To keep this short, we’ve talked about life vests and throwable rescue gear before, so make sure you take a look at those articles.

Miscellaneous Gear

In addition to the above, there are a few other assorted goods you should bring with you on your deep sea fishing trip.

A couple of towels are essential. A larger towel will help you dry off, and a smaller towel or two is great for wiping slime and grime off of your hands after handling bait or a catch.

Whether it’s a digital camera, disposable camera, or smartphone, you’ll want a way to capture moments throughout the day, particularly catches. Just make sure you aren’t too busy snapping pictures to really take in the experience, and be sure to have a waterproof container to keep your camera or phone (and anything else you don’t want wet) safe when not in use.

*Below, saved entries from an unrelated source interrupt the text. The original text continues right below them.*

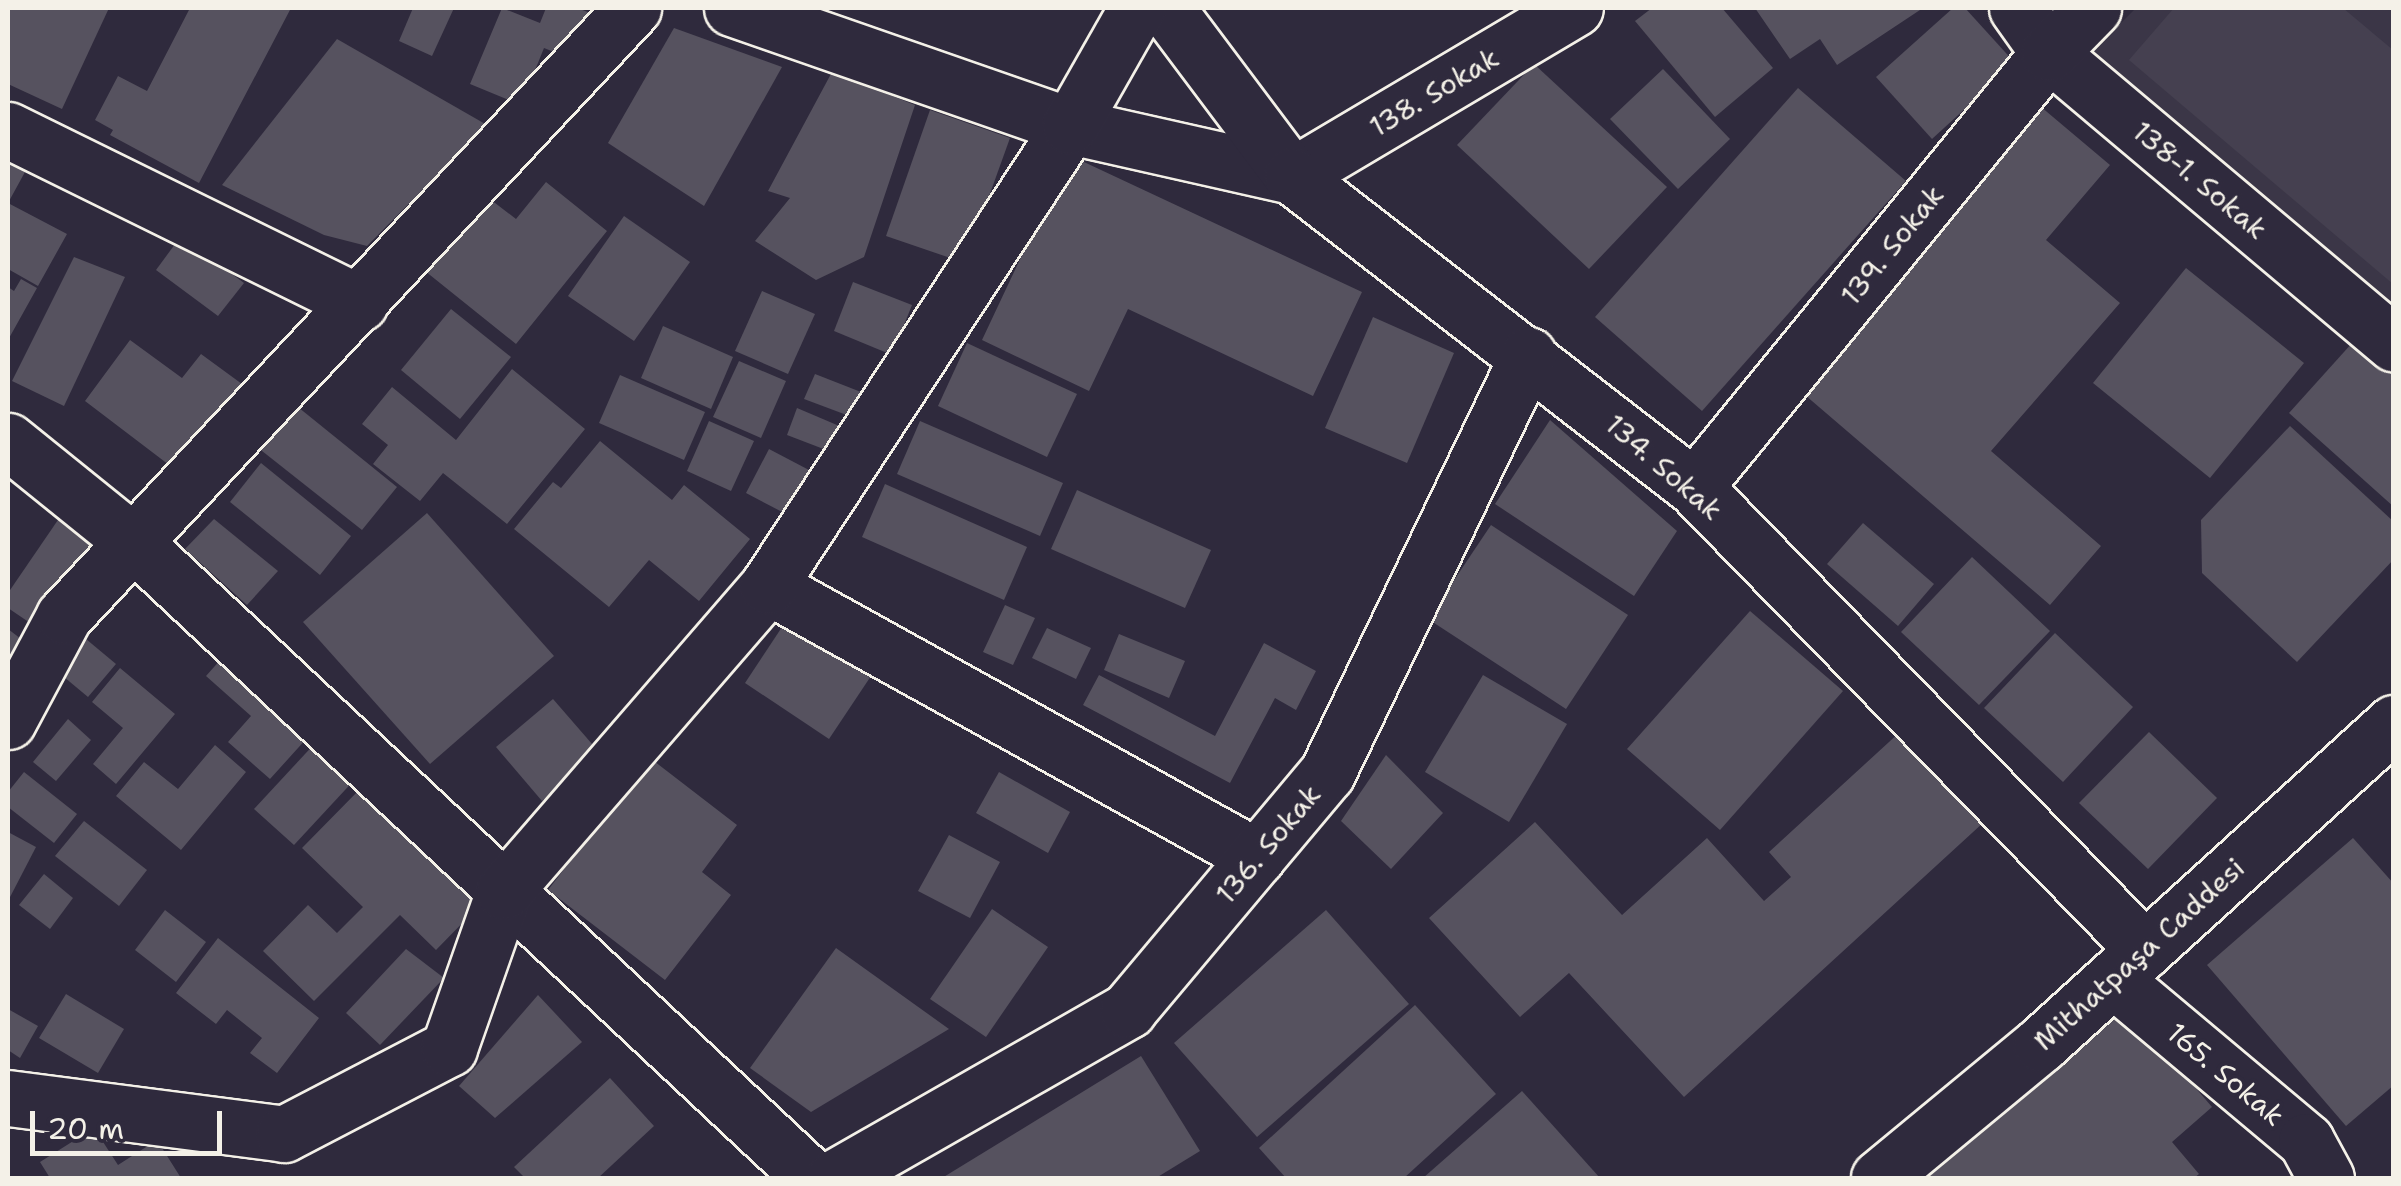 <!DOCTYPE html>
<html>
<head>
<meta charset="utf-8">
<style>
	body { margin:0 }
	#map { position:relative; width:2401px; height:1186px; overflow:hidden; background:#2f2a3d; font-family:"Shantell Sans",sans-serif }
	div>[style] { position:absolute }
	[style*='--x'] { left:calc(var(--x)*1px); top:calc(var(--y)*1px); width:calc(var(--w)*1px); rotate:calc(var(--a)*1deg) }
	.built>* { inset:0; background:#3b3647 }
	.green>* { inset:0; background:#454050 }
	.building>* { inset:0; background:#56525f }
	.roads { filter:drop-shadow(2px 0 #f4f1e8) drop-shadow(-2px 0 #f4f1e8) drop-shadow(0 2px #f4f1e8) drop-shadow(0 -2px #f4f1e8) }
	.street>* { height:55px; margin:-27.5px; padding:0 27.5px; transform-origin:27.5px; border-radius:27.5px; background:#2f2a3d }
	.secondary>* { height:55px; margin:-27.5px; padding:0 27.5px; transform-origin:27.5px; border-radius:27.5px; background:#2f2a3d }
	span { translate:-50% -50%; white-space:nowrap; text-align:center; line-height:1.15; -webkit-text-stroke:8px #2f2a3d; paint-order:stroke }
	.street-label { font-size:28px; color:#f4f1e8 }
	.frame { position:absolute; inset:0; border:10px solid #f4f1e8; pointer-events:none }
	.scale { position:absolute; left:30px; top:1111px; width:192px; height:45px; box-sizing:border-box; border:5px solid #f4f1e8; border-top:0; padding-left:12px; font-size:30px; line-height:35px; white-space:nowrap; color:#f4f1e8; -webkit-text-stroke:8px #2f2a3d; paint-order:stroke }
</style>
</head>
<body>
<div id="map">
	<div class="built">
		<div style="clip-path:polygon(2136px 8px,2393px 8px,2393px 321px,2078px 66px)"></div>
	</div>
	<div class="green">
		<div style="clip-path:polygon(2174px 8px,2343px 8px,2393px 50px,2393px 284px,2129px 60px)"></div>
	</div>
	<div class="building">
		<div style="clip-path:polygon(8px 8px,109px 8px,62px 109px,8px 84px)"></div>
		<div style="clip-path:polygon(190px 8px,291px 8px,199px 183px,110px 135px,113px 130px,95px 120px,118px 76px,147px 91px)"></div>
		<div style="clip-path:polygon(413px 8px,454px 8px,432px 56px,399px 41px)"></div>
		<div style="clip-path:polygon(502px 8px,540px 23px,546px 8px,577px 8px,593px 14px,574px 60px,544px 48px,521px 105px,470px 84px)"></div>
		<div style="clip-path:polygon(1652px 8px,1722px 8px,1773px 68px,1715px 117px,1635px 21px)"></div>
		<div style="clip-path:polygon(1755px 8px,1923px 8px,1837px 65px,1820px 39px,1790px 59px)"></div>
		<div style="clip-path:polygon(1953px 8px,1965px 8px,2015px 63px,1932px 139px,1876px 77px)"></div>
		<div style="clip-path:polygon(674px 28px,782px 67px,704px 206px,608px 143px)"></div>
		<div style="clip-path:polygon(337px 39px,487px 125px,367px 246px,324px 235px,222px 185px)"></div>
		<div style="clip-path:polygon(1534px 64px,1667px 187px,1589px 269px,1457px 145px)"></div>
		<div style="clip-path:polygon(1663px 69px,1730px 139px,1678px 189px,1610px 119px)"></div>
		<div style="clip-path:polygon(832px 72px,915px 105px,864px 257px,816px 280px,755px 241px,790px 198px,768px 191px)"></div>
		<div style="clip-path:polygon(1798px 88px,1906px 181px,1702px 411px,1595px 317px)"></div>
		<div style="clip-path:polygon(2034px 101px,2110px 165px,2046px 240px,2120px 303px,1991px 451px,2101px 546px,2050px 605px,1791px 383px)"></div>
		<div style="clip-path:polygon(930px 110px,1010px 138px,965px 263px,886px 236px)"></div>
		<div style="clip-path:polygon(1069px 155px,1362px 292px,1313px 396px,1128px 309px,1089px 391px,982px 340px)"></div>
		<div style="clip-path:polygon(8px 162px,25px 172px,8px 203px,67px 234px,38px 286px,8px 269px)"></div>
		<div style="clip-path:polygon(546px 182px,607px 231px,516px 344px,425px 271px,486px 196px,516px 219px)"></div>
		<div style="clip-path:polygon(624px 216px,690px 262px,634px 341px,568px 296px)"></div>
		<div style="clip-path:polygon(181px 236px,244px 283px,218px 316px,156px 270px)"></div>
		<div style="clip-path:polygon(74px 257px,125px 277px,64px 406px,12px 381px)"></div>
		<div style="clip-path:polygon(2186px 268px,2304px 363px,2210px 478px,2093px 383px)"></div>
		<div style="clip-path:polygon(21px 279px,37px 288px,8px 340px,8px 287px,14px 291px)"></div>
		<div style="clip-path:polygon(853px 282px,912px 305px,892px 355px,834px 331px)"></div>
		<div style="clip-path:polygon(762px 291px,815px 314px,788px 374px,735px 351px)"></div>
		<div style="clip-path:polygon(451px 309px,511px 357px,460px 419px,401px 370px)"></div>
		<div style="clip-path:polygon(1373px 317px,1454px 353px,1407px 463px,1325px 428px)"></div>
		<div style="clip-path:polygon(663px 326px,733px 357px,711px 409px,641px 378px)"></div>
		<div style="clip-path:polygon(2362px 332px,2394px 361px,2394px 507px,2289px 413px)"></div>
		<div style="clip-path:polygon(130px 340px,182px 378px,201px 354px,242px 384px,177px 471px,85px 401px)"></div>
		<div style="clip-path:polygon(967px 343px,1077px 394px,1047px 457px,938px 406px)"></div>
		<div style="clip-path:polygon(739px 361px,786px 381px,761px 438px,713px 417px)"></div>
		<div style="clip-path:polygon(512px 369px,585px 429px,507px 524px,443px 473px,420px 501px,373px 464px,388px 445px,362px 424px,392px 387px,456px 440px)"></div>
		<div style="clip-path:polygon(815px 374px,861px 392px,852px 417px,804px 399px)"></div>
		<div style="clip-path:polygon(620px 375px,705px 412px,684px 460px,599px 423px)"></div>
		<div style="clip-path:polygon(293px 403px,397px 487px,362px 530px,257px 447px)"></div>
		<div style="clip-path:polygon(797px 408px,844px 428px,834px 453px,787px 435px)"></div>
		<div style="clip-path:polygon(1550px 420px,1677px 531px,1634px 596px,1495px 504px)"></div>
		<div style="clip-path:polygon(709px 421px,754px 441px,731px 491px,687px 471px)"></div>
		<div style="clip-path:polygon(920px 421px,1063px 483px,1040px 536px,897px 474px)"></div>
		<div style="clip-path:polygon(2290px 426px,2394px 522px,2394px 559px,2297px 662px,2202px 573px,2201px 520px)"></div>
		<div style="clip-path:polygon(600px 441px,672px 500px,684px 485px,750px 539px,699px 601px,649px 560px,609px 607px,514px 529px,553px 482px,561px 488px)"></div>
		<div style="clip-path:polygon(769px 449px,809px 470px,786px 514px,746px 493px)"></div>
		<div style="clip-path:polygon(261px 463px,351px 536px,320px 575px,230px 502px)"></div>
		<div style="clip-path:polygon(885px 484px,1027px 547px,1004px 600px,862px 537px)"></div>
		<div style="clip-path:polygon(1077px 490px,1211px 550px,1185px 608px,1051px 549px)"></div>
		<div style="clip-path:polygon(427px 513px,554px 656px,430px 764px,303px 622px)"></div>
		<div style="clip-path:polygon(60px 517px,95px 541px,36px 627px,8px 608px,8px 593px)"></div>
		<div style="clip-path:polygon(214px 519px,278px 571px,247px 605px,185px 549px)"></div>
		<div style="clip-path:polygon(1863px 523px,1934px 584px,1898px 626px,1827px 564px)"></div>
		<div style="clip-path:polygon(1491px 525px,1628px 615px,1566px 709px,1428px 619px)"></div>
		<div style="clip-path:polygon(1972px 557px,2050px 631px,1979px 705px,1901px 632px)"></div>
		<div style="clip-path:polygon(1005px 605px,1035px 618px,1013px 665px,983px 652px)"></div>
		<div style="clip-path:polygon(1750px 611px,1843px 691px,1720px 830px,1627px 749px)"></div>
		<div style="clip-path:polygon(792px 612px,877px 667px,829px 739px,745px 683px)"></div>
		<div style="clip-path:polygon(1047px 628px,1091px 648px,1076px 679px,1032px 658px)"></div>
		<div style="clip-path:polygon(8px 629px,25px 642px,8px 665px)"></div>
		<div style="clip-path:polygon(2055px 633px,2133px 707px,2063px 782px,1984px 708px)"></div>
		<div style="clip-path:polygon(80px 634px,116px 664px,88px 697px,52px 667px)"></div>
		<div style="clip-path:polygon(1119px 634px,1185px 661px,1169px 698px,1104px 670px)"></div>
		<div style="clip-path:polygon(1264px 643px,1316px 671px,1296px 710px,1275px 698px,1230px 783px,1083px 705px,1099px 675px,1215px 736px)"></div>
		<div style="clip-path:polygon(230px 649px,317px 727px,270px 779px,228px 742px,251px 716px,206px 676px)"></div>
		<div style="clip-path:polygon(120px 668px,175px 714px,116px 784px,93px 764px,123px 728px,92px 702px)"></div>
		<div style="clip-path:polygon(1483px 675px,1567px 724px,1509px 822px,1425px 772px)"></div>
		<div style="clip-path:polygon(553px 699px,599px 752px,542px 801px,496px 747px)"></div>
		<div style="clip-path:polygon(68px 719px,91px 740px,56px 781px,33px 762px)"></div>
		<div style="clip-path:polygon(1901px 731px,1984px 822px,1684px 1097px,1569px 973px,1520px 1017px,1429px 918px,1535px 822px,1622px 915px,1707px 838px,1764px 901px,1791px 877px,1769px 852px)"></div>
		<div style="clip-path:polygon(2149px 732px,2217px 798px,2148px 869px,2079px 803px)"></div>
		<div style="clip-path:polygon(318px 740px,358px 776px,294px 845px,254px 809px)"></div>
		<div style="clip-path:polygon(215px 745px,246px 772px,181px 850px,116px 796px,144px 762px,178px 789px)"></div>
		<div style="clip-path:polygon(1386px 755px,1443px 813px,1391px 869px,1341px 821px)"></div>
		<div style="clip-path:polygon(650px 758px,737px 825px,702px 872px,731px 895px,665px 980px,548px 890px)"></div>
		<div style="clip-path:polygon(24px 772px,77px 814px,54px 843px,8px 807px,8px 792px)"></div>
		<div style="clip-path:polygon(999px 772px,1070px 812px,1048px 853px,976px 813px)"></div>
		<div style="clip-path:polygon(359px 790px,478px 907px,436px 950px,400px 915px,314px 1001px,263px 951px,308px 905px,337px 933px,363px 907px,302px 848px)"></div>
		<div style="clip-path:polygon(84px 821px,147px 870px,119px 906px,55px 856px)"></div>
		<div style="clip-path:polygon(8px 832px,36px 847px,8px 901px)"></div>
		<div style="clip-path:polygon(949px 835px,1000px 862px,970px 918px,918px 891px)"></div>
		<div style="clip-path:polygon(2353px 838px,2394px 884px,2394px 1085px,2346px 1126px,2207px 965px)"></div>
		<div style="clip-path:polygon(44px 874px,73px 898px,50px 929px,19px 905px)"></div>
		<div style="clip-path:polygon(992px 909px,1048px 947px,986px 1037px,930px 999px)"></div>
		<div style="clip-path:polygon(165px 910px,206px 942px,176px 982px,135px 950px)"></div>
		<div style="clip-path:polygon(1326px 910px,1409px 1004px,1257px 1137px,1174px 1043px)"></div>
		<div style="clip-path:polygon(218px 938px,319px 1018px,277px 1073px,250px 1053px,262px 1038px,227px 1010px,216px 1024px,176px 993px)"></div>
		<div style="clip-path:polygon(836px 948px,949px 1029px,811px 1112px,750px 1068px)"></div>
		<div style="clip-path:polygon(406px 949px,444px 978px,380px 1045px,346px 1013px)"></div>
		<div style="clip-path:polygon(66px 994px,124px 1029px,98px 1073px,39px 1038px)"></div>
		<div style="clip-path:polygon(538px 995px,582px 1042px,495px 1118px,459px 1086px)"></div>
		<div style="clip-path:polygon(2122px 1002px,2212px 1107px,2172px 1142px,2199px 1174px,2194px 1178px,1916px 1178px)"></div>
		<div style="clip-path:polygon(1415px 1005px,1496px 1094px,1404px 1178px,1286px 1178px,1259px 1148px)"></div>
		<div style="clip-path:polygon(8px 1009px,38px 1026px,20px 1058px,8px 1050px)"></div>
		<div style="clip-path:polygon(1141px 1056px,1200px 1151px,1156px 1178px,942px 1178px)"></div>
		<div style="clip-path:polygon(610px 1078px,654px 1126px,598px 1178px,525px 1178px,514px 1167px)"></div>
		<div style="clip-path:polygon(1522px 1091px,1600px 1178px,1423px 1178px)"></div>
		<div style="clip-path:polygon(94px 1128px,118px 1165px,157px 1140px,181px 1178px,50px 1178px,40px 1162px)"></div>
	</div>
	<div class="roads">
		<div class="street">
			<div style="--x:732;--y:8;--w:358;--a:19.2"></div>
			<div style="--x:1070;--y:126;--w:228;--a:12.7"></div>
			<div style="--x:1292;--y:176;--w:329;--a:-30.7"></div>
			<div style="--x:1166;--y:8;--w:210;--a:53.1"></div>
			<div style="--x:1292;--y:176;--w:508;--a:37.73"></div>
			<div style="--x:1694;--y:487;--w:646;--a:45.75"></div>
			<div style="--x:2017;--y:8;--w:55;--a:54.6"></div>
			<div style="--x:2049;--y:53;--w:451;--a:40.1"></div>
			<div style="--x:8;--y:130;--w:392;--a:26.2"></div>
			<div style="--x:8;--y:441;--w:161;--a:38.9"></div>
			<div style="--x:133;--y:542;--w:930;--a:43.13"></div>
			<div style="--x:1694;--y:487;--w:561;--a:-50.72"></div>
			<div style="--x:2049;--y:53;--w:63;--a:-45.6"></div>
			<div style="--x:768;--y:586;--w:559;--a:28.99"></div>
			<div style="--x:8;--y:721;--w:119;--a:-61.9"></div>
			<div style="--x:64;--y:616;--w:833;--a:-46.9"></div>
			<div style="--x:2113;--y:979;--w:252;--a:40"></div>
			<div style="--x:2306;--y:1141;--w:42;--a:61.6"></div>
			<div style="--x:8;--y:1098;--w:278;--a:7.4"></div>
			<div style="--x:284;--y:1134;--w:186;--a:-27.5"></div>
			<div style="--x:449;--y:1048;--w:166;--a:-70.7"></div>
			<div style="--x:504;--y:891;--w:403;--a:-49.1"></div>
			<div style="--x:768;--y:586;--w:550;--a:-56.71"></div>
			<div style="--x:1070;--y:126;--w:136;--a:-60.4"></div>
			<div style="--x:834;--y:1178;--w:339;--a:-29.7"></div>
			<div style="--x:1128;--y:1010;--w:309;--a:-50"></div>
			<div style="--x:1327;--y:773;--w:464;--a:-64.3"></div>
		</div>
		<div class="secondary">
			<div style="--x:1879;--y:1178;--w:210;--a:-39.6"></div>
			<div style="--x:2041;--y:1044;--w:477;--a:-42.3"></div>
		</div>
	</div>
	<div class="street-label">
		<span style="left:1434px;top:92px;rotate:-31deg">138. Sokak</span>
		<span style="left:2200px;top:180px;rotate:40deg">138-1. Sokak</span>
		<span style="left:1892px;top:245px;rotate:-51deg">139. Sokak</span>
		<span style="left:1664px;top:467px;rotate:41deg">134. Sokak</span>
		<span style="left:1268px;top:844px;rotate:-50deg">136. Sokak</span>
		<span style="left:2139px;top:954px;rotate:-42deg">Mithatpaşa Caddesi</span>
		<span style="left:2226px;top:1074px;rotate:40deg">165. Sokak</span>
	</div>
	<div class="frame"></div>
	<div class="scale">20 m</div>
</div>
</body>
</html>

Bring some cash, especially if you’re opting for a charter experience. Cash can be used to tip guides and other boat staff, and charter boats also frequently offer snacks and tackle for sale on board, but only accept cash. Some charter services also offer filleting services for a charge.

A larger cooler with ice packs provides you with a way to transport your catches home with you, but if you’re going on a chartered trip, the company may want you to leave it at shore during your trip.

Finally, you’ll want some kind of bag, whether a dry bag, gunny sack, or just a day pack, to keep all this stuff in.

For Overnight Trips

If you’re going to be spending the night on the boat, there are a few other things you’ll need to bring.

A light will help you navigate the boat in the dark. A flashlight will work, but a headlamp has the added convenience of keeping your hands free.

On the other hand, it’s not uncommon for at least one cabin light to be on all night, so an eye mask can help you get the sleep you need for a fun, but exhausting day of deep sea fishing. Ear plugs will help block out noise at the same time.

You don’t want to be on your phone too much, but if you’re using it as a camera and will be gone overnight, you probably will want a way to charge it anyway. You can bring a charger, but many boats don’t have an abundance of outlets, so I recommend an external battery instead. Just make sure it’s charged beforehand and that you bring whatever cords you need.

And, of course, you’ll want to bring a few basic toiletries. You won’t be able to take a hot shower, but baby wipes and deodorant will go a long way in helping you feel clean and not stink.

Final Thoughts

There’s a lot  that goes into deep sea fishing, but with a little preparation and the right equipment, you’ll do just fine. Bring this stuff with you, and you at least won’t be turning back to shore because you forgot something.